About 30,000 people die from medical complications after the flu every year. We live in a country of 300 million so while the odds are with you, you should still take the flu seriously. When individuals don’t get the flu or take appropriate actions if they do get sick, they help keep it from spreading and that helps all of us.

More people will likely get sick this flu season and more than usual may go to the hospital…and some more may die. That is because the swine flu (H1N1) could prove more contagious than regular seasonal flues and some populations that are not normally susceptible to getting very sick (such as young adults) may get sick more often and sicker than usual. Here is what we as Americans need to do:

By most estimates, H1N1 vaccines will not be generally available until October, well after the US flu season is underway. Americans will need to listen and follow vaccination guidance. The most critical elements of a national strategy are not that every individual has to be vaccinated, but that a sufficient percentage of the population is vaccinated to prevent recurring pandemic. In addition, as many individuals in high-risk categories as possible should be vaccinated. Individuals should also seek to get seasonal flu vaccines. Even though the seasonal flu vaccine will not prevent H1N1, or even protect individuals against every strain of seasonal flu that might appear this fall, it will reduce the burden on medical providers and losses in productivity due to illness.
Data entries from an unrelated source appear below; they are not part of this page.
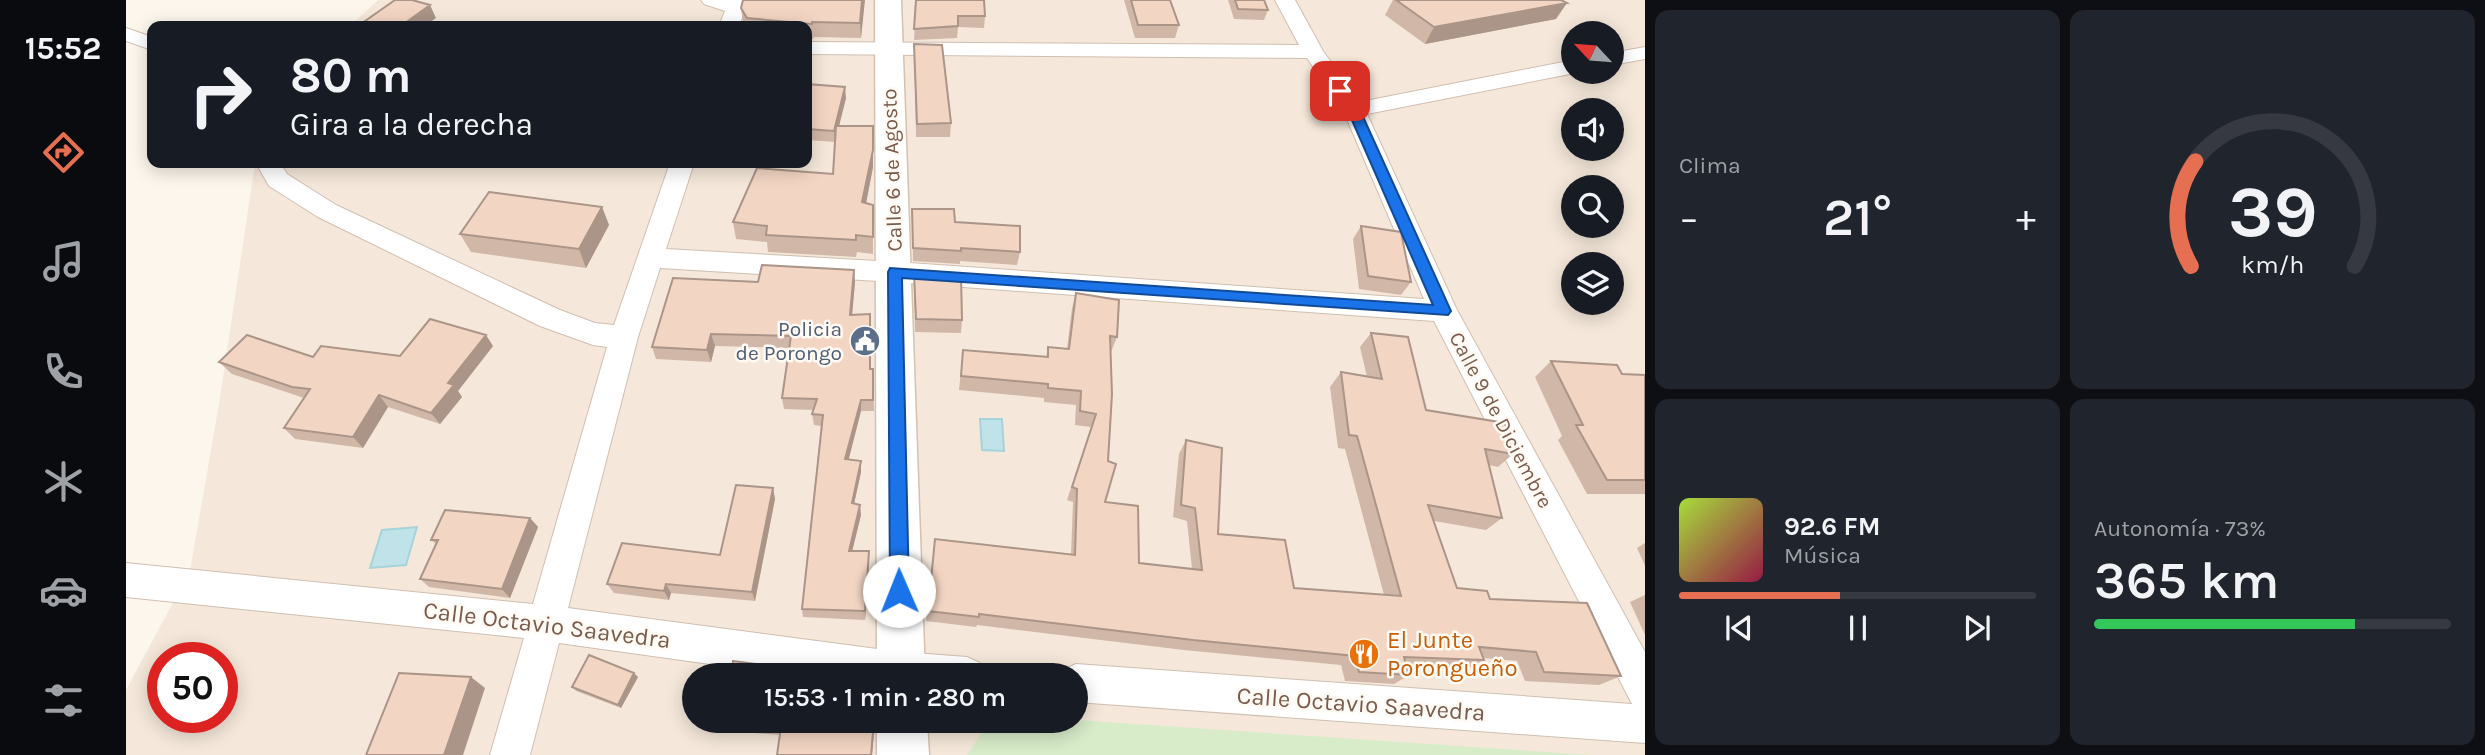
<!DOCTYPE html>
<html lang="es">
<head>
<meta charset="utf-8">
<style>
  :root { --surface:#171b24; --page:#20242c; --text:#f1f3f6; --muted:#9ea1a6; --line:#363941; --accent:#e76f51 }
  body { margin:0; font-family:Karla,sans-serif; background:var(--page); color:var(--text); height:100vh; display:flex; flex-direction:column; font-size:26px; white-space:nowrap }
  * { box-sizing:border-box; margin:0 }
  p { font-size:23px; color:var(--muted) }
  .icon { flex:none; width:38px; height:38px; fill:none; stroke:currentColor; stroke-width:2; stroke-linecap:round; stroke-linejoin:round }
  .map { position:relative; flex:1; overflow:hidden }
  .side { display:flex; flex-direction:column; gap:10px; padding:10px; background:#0d0f14; width:840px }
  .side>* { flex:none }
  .banner { position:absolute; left:21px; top:21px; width:665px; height:147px; border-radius:14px; box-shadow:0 4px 18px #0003; background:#171b24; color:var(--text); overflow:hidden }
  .needle { width:46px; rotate:296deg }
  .tools { position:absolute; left:1435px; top:21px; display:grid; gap:14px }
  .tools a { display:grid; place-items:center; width:63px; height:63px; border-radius:50%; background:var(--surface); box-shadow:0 4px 18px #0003; font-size:35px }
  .speed { position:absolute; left:21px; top:642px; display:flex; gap:14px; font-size:35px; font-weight:700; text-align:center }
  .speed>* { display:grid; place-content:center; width:91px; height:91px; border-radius:50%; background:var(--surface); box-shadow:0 4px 18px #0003; line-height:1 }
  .speed .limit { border:10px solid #d22; background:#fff; color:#111 }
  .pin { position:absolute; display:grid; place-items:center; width:60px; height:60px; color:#fff; margin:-30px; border-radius:14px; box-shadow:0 4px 10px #0006 }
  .me { position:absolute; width:77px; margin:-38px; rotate:359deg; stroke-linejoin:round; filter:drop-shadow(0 0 5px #0008) }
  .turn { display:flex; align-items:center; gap:24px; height:147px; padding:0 28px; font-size:32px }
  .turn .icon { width:91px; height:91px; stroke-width:2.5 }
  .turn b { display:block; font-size:49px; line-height:60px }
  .big { font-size:52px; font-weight:600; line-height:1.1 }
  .side .tile { flex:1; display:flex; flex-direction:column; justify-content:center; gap:10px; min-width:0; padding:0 24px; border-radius:14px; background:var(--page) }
  .side .dial { align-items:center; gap:0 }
  .dial svg { height:182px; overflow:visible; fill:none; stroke:var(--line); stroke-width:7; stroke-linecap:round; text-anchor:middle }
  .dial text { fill:var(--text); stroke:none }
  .song { display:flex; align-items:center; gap:21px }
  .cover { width:84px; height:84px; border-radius:10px; background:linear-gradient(135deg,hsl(80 70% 55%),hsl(340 70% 35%)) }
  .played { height:7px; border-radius:4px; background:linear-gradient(90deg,var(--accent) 45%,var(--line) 45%) }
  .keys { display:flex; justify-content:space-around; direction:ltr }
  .heat { display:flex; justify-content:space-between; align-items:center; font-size:38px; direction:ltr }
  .charge { height:10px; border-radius:5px; background:linear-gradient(90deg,#34c759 73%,var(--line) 0) }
  .side .tiles { flex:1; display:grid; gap:10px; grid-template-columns:repeat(2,1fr) }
  .trip { position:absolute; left:556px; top:663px; width:406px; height:70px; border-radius:35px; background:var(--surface); box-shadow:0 4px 18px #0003; font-weight:600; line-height:70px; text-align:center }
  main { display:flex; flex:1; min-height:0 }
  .menu { display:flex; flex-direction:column; width:126px; justify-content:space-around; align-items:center; background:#090b0e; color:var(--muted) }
  .menu .icon { width:49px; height:49px }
  .menu .selected { color:var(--accent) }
  .menu b { font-size:32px; color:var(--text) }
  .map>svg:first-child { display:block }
  .residential { fill:#f5e8da; fill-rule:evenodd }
  .green { fill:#d8ecc9 }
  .water { fill:#bfe3e8; stroke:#a5d3da; stroke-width:2 }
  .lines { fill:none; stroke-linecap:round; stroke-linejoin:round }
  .minor-casing { stroke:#d1beb0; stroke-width:2 }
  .secondary-casing { stroke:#d6c0b0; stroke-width:3 }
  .minor { fill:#fff; fill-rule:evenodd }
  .secondary { fill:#fff; fill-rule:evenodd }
  .wall { fill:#d1b7a8 }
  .shaded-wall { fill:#aa9588 }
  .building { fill:#f3d5c3; stroke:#aa9588; stroke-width:2 }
  .route { fill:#1a73e8; stroke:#114b97; stroke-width:2 }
  .labels { text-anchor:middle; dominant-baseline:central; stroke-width:5; stroke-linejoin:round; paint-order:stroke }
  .street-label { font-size:21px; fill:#7a5c4d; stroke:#fffaf3 }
  .service-label { font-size:21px; fill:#4e5e75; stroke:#fffaf3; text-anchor:end }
  .near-street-label { font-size:24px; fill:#7a5c4d; stroke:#fffaf3 }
  .near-food-label { font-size:24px; fill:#c56008; stroke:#fffaf3; text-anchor:start }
</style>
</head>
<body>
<main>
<nav class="menu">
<b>15:52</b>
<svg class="icon selected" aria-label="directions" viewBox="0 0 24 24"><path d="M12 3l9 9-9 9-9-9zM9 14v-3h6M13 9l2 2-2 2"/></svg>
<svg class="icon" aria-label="music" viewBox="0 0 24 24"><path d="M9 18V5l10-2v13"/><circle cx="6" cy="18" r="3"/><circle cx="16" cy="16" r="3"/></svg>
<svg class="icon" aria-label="phone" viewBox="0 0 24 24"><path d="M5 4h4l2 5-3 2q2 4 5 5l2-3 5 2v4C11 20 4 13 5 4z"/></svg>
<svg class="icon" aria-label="climate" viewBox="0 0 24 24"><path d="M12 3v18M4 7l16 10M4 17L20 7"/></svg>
<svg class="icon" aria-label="car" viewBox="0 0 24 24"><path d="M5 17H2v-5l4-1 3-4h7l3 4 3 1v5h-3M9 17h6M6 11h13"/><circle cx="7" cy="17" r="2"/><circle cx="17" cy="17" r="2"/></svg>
<svg class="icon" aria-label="filters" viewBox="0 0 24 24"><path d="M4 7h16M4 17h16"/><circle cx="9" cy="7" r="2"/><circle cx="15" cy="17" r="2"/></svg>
</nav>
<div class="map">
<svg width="1519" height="755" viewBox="0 0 1519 755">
  <rect width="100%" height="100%" fill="#fdf6ec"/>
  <path class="residential" d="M252,0h1267v755h-1519v-65l64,-119 30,-173 35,-235h552v-137h-457zM1447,33h39v39h-39zM1447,110h39v39h-39zM1447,187h39v39h-39zM1447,264h39v39h-39zM37,658h59v60h-59zM569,676h381v45h-381z"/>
  <path class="green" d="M950,720l516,35h-625l18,-27 13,-7z"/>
  <path class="water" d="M854,419h22l2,32 -22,-1z
    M291,527l-11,38 -36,3 12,-38z"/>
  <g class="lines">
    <g class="minor-casing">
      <path id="minor" d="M575,0h48l-10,26h-20l6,-15 -21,-7z
        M1149,0h20l28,51 37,51 213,-42v12h7l-213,42 90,196 188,342v91l-569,-41v-26h-16l3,-6 13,-6 556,40 -198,-383 -539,-39 -235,-14 -22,69 -70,271 332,44 67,5 13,6 6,13h-189l-238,-33 -29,112h-40l34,-117 -398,-41v-34l407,41 74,-257 -14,-2 -53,-19 -222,-109 -49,-31 -13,-23h24l7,11 49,31 224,105 35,13 19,2 56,-162h24l-28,86 229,13 529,37 -81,-189 -36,-52 -500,-4v-12l492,3z
        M0,28l26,9v13l-26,-9z
        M1519,47v12l-33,6v-12z"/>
    </g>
    <g class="secondary-casing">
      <path id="secondary" d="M749,0h26l24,676h-48z
        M751,721h50l2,34h-52z"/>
    </g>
    <use href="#minor" class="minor"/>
    <use href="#secondary" class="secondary"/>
  </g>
  <path class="wall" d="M790,0l69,16 -1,12 -26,-1 -1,11 -43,2z
    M998,0h46l9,25 -4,13h-40z
    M1102,0h36l4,10 -4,10 -30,-1z
    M1267,0h168l-5,19 -131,25 -40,-29z
    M738,3l-3,35 -47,-1 -1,2h-6v-13h-62l-2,-3 -2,-15z
    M788,44l37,79 -1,14h-34z
    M681,84l39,14 -7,28 34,41 -7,36 7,2v49l-16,-2 -1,5 -88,-5 -1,-10 -31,-3 -3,-17 100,-48 2,-32 -28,-2z
    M476,207l7,18 -23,43 -115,-16 -11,-18z
    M786,209l43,13 65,30 -3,13 -57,-4v3l-47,-3z
    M1235,226l50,56 -10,13 -42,-6 -6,-50z
    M728,270l1,12 -3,33 18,54h3l1,42h-13l-13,49 13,1v11l-7,32 7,11 -9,36 17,10 -4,59 -62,-3 -1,-8 19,-183 -7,-1 -2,-11 2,-4 -30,-1 -2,-11 7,-50 -74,-2 -4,16 -55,-3 -4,-12 106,-65z
    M788,273l48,47 -1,13 -46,-1z
    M950,293l41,44 -6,15h-1l-5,150 34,61 53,6 -5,-48 -14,-4 6,-63 7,-14 32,94 76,54 90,7 -39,-146 -7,-1 -8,-61 11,-15 26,5 -7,-30 11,-14 55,77 87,44 -15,13 -9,-2 13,53 -16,12 -52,-9 23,67 33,11 131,77 -22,9 -74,-4 -8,-20 -34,-3 1,2 -18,9 -60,-2 3,8 -15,9 -49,-3 -4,-16 -157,-15 -207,-25 -1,2 -50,-6 9,-82 136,16 2,-53 -6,-2 24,-73 -16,-2 1,-20 -32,-3v-4l-85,-8 4,-40 83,7 2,-10 19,2 5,-41z
    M367,346l-35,45 4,6 -22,27 -52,-17 -25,41 -68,-9 -11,-11 20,-30 -72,-24 -13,-12 94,-5 87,-1z
    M1425,361l71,13 23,1v119h-58l-29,-54 4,-4 -27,-59z
    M647,488l2,11 -20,102 -84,-8 -2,7 -55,-7 -7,-9 113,-29z
    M404,518l8,9 -28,71 -81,-11 -9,-8 16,-35 -5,-4z
    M1519,543v23l-8,-18z
    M1519,595v40l-15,-33z
    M512,677l-17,31 -45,-17 -4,-4z
    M749,721l-95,14 -52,-4 -6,-9z"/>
  <path class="shaded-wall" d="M736,0h3l-4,38 -1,-15z
    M1441,3l-11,16 -131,25 9,-17z
    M304,5l6,13 -11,8h-24z
    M719,87l1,11 -11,44 -1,-11z
    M747,126v41l-10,52 -1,-17z
    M476,207l7,18 -23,43 -7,-19z
    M728,270l1,12 -4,45 -1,-12z
    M585,334l4,12 -4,16 -4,-12z
    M360,335l7,11 -35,45 4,6 -22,27 -9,-11 17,-30z
    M253,395l9,12 -25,41 -10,-11z
    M735,400v11l-15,59 -1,-11z
    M735,461v11l-9,41v-10z
    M647,488l2,11 -20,102 -3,-9z
    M734,505l1,10 -11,45 -1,-9z
    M404,518l8,9 -28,71 -8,-9z
    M743,551v10l-4,59v-9z
    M540,584l5,9 -2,7 -5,-9z
    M508,673l4,4 -17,31 -3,-3z
    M345,677l14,11 -22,67h-19z
    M748,721h1l-3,34h-1z"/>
  <path class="building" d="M269,0h17l18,5 -29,21h-43z
    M617,0h119l-2,23 -48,-1v2l-65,-6 -6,-10z
    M790,0h68l1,16h-27v10l-44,3z
    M1005,0h39l9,25h-41z
    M1109,0h29l4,10 -30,-1z
    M1270,0h165l6,3 -133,24z
    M506,24l9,2h-12z
    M788,44l28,1 9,78 -34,1z
    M681,84l38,3 -11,44 -27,-2z
    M710,126h37v24l-11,52 11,3v32l-17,-2v5l-90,-5 1,-9 -34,-4 24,-54 76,6z
    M363,192l113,15 -23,42 -119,-15z
    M786,209h42l1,13 65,4v26l-59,-4v3l-48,-3z
    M1235,226l40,6 10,50 -43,-6z
    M636,265l92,5 -4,45 20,-1v55h3v31h-12l-16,59 16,2 -9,42 8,2 -11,46h20l-4,60 -63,-2 21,-194 -11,-1 5,-15 -35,-1 9,-62 -80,-2 -4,16 -55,-3 21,-69 85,4z
    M788,273l47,4 1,43 -46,-1z
    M950,293l43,7 -2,37 -7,-1 2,58 -4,67 8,3 -11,38 33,4 1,57 63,7 -7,-62 -14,-3 5,-65 36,8 -4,86 67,6 9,48 107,8 -44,-160 -8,-1 -8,-63 41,7 -11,-46 37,4 18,73 79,13 8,31 -28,-5 17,69 -74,-13 29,83 30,3 3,8 97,4 34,73 -77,-4 -8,-20 -57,-5 5,13 -80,-3 5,18 -50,-3 -4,-16 -162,-16 -214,-26v3l-51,-6 7,-72 140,16 2,-66 -5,-2 24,-73 -16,-3 1,-20 -33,-3v-4l-87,-8 2,-26 85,7v-10l21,2z
    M304,319l56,16 -38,48 6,2 -23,28 -52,-18 -26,42 -69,-9 26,-39 -18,-2 -73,-25 28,-27 66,22 8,-11 79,10z
    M1425,361l66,4 5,9 23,1v105h-38l-31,-55h7z
    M610,485l37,3 -21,104 -86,-8 -2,7 -57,-7 15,-41 98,12z
    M319,510l85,8 -28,71 -82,-10 18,-39h-7z
    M463,655l45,18 -16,32 -46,-18z
    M607,661l61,8 84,2v5h-147z
    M273,673l72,4 -27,78h-78z
    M596,721h152l-3,34h-94l4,-28 -59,-5z"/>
  <path class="route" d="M1214,87l5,1 15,22 91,201 -3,4 -546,-37 7,313 -3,6 -7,3 -6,-3 -3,-6 -2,-319 2,-4 543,37 -85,-194 -13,-20z"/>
  <defs>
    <g id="civic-disc" transform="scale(1.575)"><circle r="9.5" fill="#5c6f8a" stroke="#fffaf3"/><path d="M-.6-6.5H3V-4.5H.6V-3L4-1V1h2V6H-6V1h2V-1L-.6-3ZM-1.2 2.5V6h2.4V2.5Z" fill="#fff"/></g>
    <g id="restaurant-disc" transform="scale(1.575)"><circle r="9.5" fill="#e8710a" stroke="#fffaf3"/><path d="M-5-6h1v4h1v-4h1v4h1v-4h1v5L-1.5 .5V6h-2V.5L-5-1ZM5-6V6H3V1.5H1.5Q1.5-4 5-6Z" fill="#fff"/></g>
  </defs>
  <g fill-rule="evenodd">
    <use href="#civic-disc" x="739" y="341"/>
    <use href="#restaurant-disc" x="1238" y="654"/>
  </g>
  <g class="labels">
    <g class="street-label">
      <text transform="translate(766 170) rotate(-92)">Calle 6 de Agosto</text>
      <text transform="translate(1375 420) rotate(62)">Calle 9 de Diciembre</text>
    </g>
    <g class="service-label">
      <text x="716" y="329">Policia<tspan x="716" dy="24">de Porongo</tspan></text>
    </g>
    <g class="near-street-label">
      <text transform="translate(421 625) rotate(7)">Calle Octavio Saavedra</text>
      <text transform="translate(1235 704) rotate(4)">Calle Octavio Saavedra</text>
    </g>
    <g class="near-food-label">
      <text x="1261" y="640">El Junte<tspan x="1261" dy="28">Porongueño</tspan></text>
    </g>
  </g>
</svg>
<div class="tools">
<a><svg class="needle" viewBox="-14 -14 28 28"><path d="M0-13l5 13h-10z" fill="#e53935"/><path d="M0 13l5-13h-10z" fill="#9ea1a6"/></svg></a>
<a><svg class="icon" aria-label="sound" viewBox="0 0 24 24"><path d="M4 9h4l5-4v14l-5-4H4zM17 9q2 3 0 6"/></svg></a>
<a><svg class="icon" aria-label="search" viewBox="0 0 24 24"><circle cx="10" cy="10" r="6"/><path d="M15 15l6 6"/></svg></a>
<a><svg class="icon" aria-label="layers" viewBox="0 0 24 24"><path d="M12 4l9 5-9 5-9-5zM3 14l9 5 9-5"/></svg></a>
</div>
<div class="speed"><div class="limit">50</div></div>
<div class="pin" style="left:1214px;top:91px;background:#d93025"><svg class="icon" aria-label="arrive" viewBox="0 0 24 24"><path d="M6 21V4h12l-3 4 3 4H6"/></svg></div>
<svg class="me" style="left:773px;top:591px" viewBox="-20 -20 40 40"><circle r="19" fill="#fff"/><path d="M0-13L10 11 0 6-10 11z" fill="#1a73e8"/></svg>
<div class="trip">15:53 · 1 min · 280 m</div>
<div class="banner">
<div class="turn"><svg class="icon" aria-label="right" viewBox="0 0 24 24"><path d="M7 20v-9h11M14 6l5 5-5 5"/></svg><div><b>80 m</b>Gira a la derecha</div></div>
</div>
</div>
<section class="side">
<div class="tiles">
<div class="tile"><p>Clima</p>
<div class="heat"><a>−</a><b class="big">21°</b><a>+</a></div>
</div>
<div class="tile dial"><svg viewBox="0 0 100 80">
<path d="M14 69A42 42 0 1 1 86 69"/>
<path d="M14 69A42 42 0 0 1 16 23" stroke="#e76f51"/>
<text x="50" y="56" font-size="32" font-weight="700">39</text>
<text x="50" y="72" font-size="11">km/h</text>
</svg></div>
<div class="tile">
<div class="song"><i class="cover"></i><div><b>92.6 FM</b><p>Música</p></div></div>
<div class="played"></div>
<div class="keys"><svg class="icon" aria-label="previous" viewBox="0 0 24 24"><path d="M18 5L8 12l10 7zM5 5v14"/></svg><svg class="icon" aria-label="pause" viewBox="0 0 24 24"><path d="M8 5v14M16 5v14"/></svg><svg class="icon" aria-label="next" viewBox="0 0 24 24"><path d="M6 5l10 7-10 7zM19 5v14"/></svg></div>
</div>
<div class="tile"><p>Autonomía · 73%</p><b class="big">365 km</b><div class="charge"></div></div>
</div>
</section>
</main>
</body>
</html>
Without vaccines the single greatest contribution the public can make is limiting their opportunities to get the disease. Here public officials have distributed ample guidelines on preventative measures to take. Preventative measures mirror those for seasonal flu. They include practices such as:

  • Washing hands frequently and thoroughly with soap and water and avoid touching mouth, noses, and eyes with unwashed hands or after touching surfaces.
  • Not sharing water bottles and drinking containers.
  • Avoiding people who are sick and exposure to coughing and sneezing.
  • Individuals who are sick should cough or sneeze into their sleeve. They should stay at home if they are sick.
  • Seek medical attention when appropriate.

Individuals, families, businesses, and community groups can help mitigate the effects of the flu season. Their plans should primarily focus on contingencies if individuals have to stay home from school or work or if key personnel are not available for several days. The best and effective responses will likely be locally developed and implemented. The greater the scope and severity of the pandemic, the more individuals in communities will have to rely on each other. Likely as not many of the resources they will need to sustain their communities will be locally available as well.